I saw your wife in a backless dress, playing tennis. My, what a lady and what an inspiration she is! While you are working hard in your office on your complicated paperwork late at nightz burning the midnight oil, working hard for your country, your wife is thinking of you all the time. She is always thinking about you, and that's because she's a good and loyal wife like all diplomats' wives ought to be.
We don't know about this subject, although I was walking down Carnaby Street just one week ago and a funny little man came up to me just outside Selfridge's. I didn't like the look of him to be honest, but he somehow fascinated me. Then suddenly, out from nowhere, he pulled out a range of goods from a bag, some counterfeit and some real. And as I went though his ancient and old fashioned and unusual selection of books, magazines, video cassette recorders and vinyl records, I came along a piece of music that reminded me of you.
It was an Old English Gregorian chant, full of wailing and screeching that went on for an hour or maybe even longer than that. I can hardly remember; I wasn't there although it felt as though I had been. Maybe I was amongst the large choir, or maybe not. I didn't keep a record of choir practice that day. But she did.
And then one of the choir boys relayed to me in private a conversation I promised never to communicate again. His name was Richard, and he told me that he had found two large gemstones in your wife's bag when she left it in the bedroom of your apartment. Richard never took either of those gemstones, because she had bought them lawfully and wish cash money using Zimbabwean Dollars, Sudanese Pounds and other sorts of things. She hadn't been swinging around town; this was your money, and she didn't need to make anything on the side. That's why her makeup was never running on her upper lip just below the nose. And it's why she is such a loyal and devoted wife to you.

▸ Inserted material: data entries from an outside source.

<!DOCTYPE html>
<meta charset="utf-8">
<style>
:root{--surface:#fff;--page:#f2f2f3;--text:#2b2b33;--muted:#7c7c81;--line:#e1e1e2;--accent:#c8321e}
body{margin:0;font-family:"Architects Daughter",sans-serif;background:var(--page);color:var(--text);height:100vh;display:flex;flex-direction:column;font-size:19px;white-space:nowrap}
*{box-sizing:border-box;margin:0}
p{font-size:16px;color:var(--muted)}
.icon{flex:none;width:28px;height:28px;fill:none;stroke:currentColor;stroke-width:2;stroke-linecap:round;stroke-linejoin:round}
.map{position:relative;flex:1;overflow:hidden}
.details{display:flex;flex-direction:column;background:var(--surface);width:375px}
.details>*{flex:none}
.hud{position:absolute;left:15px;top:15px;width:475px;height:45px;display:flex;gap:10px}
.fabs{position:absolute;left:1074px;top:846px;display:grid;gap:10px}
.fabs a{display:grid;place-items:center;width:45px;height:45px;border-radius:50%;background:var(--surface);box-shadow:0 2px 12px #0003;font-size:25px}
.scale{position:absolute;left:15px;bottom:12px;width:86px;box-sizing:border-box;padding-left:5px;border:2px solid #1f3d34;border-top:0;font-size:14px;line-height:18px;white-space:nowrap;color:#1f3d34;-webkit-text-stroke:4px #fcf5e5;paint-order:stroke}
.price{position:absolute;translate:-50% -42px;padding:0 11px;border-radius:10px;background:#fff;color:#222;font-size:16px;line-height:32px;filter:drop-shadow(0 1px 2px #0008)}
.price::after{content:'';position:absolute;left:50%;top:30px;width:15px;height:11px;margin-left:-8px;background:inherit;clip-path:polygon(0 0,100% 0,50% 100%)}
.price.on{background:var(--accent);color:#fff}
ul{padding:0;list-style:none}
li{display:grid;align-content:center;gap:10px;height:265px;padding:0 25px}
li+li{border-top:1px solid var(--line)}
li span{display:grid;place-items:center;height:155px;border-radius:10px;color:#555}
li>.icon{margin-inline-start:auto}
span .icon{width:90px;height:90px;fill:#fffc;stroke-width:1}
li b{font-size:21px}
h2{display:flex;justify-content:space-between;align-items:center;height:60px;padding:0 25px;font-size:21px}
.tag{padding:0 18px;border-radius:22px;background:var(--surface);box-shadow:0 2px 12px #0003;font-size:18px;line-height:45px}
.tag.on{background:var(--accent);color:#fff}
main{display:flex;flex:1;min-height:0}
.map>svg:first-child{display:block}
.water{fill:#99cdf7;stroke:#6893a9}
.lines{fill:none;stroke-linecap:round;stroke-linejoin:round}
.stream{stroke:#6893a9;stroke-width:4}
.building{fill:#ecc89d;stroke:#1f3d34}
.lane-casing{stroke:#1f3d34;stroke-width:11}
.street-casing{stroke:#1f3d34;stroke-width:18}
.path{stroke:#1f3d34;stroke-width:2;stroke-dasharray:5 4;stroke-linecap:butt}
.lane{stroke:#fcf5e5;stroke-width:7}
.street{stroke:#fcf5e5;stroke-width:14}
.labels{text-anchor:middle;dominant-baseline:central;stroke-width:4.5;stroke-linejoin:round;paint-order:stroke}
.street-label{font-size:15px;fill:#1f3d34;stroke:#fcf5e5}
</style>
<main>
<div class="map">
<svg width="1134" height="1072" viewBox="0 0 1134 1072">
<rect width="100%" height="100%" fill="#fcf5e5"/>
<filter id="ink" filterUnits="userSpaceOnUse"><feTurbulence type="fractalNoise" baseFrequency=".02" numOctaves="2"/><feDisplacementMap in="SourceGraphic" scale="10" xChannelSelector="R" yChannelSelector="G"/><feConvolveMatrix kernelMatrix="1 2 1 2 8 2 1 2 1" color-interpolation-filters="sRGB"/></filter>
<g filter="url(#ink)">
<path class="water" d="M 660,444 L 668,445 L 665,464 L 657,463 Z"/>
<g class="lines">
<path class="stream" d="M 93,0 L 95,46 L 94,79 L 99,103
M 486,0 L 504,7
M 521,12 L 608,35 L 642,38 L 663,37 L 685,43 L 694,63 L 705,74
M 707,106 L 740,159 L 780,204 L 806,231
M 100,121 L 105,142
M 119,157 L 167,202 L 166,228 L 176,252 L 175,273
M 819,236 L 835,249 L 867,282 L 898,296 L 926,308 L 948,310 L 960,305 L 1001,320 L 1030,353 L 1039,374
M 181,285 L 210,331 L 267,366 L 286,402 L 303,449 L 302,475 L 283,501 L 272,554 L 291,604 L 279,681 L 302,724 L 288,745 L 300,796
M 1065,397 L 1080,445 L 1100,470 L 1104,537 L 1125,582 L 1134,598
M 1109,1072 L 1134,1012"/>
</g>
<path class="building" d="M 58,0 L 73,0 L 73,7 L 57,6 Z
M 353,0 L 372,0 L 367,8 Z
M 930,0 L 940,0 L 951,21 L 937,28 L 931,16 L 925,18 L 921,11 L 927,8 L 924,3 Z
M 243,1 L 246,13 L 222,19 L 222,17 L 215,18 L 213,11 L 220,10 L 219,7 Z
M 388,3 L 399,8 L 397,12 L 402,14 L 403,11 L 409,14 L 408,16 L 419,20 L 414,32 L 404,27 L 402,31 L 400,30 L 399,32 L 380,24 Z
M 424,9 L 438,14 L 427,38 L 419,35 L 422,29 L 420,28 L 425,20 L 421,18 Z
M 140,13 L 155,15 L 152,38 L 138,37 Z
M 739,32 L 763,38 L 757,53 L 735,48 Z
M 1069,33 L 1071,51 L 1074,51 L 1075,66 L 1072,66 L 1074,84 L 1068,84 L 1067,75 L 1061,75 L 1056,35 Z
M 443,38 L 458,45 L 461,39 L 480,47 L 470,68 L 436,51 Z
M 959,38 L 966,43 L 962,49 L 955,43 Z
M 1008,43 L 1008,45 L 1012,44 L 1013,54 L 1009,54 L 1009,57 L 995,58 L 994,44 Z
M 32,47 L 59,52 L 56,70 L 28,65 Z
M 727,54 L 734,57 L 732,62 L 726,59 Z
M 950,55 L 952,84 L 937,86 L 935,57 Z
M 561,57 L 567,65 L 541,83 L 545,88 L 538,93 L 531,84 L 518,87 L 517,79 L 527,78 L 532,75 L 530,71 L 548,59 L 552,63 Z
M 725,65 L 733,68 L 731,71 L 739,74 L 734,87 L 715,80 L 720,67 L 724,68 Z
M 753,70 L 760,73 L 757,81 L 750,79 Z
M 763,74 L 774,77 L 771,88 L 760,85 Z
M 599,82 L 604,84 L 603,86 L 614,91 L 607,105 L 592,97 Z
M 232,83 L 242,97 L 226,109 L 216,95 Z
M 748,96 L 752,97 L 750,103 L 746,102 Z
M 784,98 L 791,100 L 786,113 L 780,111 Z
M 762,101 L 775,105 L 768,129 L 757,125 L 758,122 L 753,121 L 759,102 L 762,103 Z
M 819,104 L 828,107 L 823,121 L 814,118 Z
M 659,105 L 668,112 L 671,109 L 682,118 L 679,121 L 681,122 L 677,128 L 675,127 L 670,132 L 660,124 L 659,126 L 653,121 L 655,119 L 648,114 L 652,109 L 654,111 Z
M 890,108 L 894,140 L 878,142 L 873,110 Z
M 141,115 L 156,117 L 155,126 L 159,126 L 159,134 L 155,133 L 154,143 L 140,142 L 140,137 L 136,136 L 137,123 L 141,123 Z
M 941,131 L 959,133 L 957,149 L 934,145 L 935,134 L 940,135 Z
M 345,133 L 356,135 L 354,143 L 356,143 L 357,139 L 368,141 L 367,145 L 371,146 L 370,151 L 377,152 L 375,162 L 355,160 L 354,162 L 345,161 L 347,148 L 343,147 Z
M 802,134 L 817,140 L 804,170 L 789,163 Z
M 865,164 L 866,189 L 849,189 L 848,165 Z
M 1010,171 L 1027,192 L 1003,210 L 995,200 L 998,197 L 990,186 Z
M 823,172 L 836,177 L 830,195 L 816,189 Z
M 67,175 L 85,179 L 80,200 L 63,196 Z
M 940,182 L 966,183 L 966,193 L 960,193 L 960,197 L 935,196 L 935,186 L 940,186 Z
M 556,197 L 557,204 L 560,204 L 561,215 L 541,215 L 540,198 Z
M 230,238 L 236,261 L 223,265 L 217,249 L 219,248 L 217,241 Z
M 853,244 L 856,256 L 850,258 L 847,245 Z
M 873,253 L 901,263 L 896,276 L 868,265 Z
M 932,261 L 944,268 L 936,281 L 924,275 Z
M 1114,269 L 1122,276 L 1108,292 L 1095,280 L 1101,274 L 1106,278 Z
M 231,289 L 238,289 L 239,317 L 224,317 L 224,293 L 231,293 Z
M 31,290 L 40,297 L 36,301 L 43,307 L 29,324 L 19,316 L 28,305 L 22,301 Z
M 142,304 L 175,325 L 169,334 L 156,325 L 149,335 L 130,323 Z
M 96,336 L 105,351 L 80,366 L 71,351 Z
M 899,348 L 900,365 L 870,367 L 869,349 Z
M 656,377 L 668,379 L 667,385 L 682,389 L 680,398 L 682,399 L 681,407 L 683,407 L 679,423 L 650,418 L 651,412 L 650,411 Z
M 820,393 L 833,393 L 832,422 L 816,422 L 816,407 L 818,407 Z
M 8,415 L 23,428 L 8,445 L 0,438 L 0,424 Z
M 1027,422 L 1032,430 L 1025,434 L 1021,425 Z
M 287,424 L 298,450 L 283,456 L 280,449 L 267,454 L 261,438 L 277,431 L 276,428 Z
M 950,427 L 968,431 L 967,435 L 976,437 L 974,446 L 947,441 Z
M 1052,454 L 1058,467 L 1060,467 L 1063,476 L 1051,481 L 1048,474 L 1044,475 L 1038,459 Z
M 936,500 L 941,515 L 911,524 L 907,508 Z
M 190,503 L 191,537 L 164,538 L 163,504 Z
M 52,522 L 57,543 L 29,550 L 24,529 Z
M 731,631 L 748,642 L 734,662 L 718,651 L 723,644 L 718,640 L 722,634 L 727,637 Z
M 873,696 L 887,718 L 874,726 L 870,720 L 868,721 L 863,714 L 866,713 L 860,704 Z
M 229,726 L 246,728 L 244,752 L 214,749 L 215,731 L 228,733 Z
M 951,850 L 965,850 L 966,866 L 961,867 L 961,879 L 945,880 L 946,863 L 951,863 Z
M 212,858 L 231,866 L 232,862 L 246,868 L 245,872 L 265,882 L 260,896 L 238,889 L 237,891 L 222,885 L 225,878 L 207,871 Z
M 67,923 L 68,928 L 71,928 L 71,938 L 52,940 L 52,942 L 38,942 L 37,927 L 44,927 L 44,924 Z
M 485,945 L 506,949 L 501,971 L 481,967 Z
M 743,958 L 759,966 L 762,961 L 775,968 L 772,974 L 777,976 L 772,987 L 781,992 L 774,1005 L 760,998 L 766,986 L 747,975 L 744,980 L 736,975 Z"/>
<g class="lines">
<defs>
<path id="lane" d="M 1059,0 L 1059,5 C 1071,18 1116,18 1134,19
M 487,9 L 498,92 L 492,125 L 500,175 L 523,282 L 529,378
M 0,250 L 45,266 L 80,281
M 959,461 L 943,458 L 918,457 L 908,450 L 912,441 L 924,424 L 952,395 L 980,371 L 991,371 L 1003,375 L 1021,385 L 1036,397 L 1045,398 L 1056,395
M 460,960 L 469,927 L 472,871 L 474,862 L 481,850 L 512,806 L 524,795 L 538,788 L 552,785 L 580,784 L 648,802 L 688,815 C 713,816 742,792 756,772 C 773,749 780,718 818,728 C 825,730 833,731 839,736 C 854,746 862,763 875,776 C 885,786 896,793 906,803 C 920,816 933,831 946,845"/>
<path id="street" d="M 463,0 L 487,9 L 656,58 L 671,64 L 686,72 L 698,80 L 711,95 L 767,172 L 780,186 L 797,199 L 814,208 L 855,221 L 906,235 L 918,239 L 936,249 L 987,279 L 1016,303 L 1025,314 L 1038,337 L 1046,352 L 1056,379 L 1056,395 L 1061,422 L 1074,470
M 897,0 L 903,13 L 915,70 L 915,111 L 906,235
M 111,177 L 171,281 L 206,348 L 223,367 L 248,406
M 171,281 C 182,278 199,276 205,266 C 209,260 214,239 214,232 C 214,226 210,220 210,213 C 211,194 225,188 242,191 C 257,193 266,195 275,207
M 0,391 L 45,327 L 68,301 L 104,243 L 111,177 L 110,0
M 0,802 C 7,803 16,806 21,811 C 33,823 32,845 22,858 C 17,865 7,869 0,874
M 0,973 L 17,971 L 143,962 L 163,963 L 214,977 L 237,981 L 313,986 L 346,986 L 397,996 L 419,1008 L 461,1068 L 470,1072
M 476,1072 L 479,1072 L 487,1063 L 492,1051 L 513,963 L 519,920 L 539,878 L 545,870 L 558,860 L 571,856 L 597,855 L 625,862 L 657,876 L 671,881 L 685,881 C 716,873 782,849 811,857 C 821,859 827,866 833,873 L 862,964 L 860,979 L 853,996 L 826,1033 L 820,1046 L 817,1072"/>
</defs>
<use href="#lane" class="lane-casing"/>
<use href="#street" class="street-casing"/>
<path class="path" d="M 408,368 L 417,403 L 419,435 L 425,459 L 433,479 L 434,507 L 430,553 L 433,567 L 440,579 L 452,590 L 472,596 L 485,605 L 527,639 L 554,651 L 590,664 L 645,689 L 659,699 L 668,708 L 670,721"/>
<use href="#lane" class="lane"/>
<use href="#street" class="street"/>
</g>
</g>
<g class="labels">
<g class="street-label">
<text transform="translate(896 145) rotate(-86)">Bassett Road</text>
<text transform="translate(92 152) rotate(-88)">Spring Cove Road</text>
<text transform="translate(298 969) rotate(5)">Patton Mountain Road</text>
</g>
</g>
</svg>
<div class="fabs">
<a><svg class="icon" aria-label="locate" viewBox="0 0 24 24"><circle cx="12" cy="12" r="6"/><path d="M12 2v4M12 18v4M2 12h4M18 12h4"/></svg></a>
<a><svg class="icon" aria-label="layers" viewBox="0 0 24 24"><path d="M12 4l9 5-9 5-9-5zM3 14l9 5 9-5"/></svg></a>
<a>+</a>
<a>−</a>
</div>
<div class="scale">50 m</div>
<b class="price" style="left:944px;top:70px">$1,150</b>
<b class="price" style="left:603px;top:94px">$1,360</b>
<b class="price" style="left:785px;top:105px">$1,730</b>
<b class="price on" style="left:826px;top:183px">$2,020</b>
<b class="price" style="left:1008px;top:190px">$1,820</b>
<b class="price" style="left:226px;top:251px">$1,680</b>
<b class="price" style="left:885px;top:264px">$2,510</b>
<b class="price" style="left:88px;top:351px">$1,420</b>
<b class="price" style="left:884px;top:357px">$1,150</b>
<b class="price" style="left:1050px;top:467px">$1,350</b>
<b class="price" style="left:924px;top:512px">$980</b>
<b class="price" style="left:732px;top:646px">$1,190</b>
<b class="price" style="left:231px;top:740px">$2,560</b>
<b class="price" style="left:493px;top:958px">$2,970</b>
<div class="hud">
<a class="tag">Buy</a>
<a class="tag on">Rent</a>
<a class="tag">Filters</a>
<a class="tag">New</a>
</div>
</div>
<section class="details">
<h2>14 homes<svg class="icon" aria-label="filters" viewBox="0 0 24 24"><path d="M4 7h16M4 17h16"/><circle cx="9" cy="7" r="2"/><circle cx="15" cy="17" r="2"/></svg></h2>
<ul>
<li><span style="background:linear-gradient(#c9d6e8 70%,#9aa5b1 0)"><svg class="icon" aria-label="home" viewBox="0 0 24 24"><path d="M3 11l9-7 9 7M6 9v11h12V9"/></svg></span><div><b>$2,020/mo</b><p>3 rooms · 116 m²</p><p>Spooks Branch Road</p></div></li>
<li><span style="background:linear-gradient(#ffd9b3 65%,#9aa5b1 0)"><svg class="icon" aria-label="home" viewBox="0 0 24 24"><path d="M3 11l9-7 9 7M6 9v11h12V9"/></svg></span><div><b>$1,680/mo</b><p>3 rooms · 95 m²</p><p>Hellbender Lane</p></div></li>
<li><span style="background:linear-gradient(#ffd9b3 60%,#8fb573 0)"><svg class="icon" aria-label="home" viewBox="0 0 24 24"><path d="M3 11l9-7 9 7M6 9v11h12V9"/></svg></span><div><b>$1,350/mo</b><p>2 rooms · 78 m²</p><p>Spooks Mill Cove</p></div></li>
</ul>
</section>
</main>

Now here is the shocker. One day, you will never find some papers in your apartment about your wife's private finances, and you won't find those items locked in a cupboard above your wardrobe. We don't know anything about these things, and neither do you. But we suggest you stick to your carpentry lessons, and don't start to like backless dresses too much. Because your wife, with her very mysterious and unusual behaviour and colleagues, is someone we know. And you don't.

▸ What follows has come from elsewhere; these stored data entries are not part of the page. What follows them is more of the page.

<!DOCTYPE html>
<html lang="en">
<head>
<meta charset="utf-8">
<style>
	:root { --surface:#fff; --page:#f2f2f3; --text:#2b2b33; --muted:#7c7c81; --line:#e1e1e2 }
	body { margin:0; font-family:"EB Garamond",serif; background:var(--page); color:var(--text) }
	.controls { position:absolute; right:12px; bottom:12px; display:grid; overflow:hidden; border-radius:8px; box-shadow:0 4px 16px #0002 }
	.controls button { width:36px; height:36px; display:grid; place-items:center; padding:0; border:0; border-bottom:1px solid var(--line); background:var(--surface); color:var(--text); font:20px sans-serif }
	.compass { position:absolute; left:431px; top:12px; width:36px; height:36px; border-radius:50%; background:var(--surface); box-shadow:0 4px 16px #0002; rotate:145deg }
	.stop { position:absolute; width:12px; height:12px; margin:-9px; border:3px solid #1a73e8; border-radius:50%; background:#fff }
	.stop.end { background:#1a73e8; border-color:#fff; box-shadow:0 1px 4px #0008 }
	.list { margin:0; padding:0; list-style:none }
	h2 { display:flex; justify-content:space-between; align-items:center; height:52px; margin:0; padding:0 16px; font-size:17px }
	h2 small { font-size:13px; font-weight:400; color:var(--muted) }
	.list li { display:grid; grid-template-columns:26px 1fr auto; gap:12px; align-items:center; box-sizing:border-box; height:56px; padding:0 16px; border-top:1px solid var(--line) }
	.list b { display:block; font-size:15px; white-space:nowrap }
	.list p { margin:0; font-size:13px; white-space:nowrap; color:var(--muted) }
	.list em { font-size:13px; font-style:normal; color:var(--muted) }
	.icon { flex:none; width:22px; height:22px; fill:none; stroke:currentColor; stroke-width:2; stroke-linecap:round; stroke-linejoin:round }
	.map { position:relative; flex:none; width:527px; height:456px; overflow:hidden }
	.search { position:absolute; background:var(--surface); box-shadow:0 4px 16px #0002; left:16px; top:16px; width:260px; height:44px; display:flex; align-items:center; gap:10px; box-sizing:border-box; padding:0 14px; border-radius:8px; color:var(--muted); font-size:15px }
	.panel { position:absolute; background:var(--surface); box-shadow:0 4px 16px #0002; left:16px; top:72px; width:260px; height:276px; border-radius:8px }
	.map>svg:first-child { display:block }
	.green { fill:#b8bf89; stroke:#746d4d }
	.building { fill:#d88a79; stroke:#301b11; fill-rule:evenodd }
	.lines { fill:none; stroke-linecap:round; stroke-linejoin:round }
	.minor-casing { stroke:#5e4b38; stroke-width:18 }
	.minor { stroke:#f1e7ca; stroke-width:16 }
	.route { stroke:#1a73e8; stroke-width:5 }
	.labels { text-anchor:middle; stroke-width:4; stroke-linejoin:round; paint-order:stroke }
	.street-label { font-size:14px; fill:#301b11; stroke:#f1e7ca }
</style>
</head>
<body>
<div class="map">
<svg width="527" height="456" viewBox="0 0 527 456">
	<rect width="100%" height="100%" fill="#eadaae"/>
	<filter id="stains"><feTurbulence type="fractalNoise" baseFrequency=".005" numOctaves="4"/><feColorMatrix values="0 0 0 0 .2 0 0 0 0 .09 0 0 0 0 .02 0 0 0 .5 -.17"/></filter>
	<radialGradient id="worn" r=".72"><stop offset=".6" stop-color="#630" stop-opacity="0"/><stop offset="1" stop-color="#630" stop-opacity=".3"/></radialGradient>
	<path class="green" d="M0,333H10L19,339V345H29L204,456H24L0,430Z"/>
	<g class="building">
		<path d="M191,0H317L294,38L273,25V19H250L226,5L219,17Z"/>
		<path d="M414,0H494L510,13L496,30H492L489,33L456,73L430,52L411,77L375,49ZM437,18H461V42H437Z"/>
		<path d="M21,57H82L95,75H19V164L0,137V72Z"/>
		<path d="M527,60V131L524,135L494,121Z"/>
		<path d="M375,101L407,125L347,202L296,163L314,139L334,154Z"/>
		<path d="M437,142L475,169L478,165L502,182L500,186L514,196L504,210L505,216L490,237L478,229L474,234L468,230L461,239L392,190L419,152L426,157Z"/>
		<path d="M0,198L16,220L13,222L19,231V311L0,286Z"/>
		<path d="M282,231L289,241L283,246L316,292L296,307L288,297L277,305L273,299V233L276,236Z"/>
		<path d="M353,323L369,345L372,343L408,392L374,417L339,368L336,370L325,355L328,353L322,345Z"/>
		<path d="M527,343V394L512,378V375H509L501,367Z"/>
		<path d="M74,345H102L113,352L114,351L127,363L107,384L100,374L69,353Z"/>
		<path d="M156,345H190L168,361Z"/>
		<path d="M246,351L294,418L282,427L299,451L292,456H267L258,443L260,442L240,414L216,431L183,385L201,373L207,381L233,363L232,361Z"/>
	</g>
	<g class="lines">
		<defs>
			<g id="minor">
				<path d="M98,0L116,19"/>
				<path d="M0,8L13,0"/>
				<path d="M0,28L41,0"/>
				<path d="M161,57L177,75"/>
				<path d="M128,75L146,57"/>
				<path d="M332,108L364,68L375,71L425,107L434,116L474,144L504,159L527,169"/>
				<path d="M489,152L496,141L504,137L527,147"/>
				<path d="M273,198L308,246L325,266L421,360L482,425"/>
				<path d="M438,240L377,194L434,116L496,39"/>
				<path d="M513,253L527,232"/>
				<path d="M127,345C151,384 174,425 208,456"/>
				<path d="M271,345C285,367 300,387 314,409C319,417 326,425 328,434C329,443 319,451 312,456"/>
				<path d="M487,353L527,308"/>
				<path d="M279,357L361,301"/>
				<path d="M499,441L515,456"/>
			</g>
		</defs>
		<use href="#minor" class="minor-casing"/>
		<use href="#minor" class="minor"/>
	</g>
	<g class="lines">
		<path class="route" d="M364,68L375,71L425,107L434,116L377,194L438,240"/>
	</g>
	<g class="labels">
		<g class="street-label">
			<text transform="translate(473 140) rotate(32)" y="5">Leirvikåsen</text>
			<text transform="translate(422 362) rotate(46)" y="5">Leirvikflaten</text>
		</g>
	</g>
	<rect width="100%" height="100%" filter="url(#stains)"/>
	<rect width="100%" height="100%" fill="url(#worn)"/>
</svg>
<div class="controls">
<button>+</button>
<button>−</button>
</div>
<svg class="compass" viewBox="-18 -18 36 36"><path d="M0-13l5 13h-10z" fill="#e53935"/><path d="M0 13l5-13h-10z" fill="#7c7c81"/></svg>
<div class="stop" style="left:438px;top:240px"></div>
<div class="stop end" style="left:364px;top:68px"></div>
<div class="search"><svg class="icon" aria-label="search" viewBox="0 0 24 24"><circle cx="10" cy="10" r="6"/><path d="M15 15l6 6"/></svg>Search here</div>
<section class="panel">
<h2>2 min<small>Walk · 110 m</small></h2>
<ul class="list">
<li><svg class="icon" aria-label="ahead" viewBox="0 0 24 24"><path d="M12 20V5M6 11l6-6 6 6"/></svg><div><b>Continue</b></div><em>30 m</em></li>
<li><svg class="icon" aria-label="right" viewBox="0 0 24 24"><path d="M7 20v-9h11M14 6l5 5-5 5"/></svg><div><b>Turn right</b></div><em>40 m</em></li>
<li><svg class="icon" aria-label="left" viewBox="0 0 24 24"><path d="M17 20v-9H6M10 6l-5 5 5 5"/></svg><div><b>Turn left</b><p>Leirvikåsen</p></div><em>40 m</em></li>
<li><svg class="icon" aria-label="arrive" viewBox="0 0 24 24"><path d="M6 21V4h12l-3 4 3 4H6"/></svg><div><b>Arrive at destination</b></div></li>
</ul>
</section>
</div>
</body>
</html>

So as you keep labouring away daily as a carpenter, don't forget who your wife is and why she is doing that. If you were to forget your loving and devoted wife, you might find yourself getting sick. Because the problem with a backless dress is that it lets in the wind and then you can catch a cold. And then the next person in the room catches a cold too. And while you will get the best medical treatment, it might take you a while to recover and that is if the ambulance gets to you in time, because there is a lot of heavy congestion in your area and we wouldn't want any of that.
Time and time again, I find myself drawn back to backless dresses. Why do I do it? I don't know. Maybe it's a secret part of me. Maybe I like it, but we don't know anything about that sort of thing.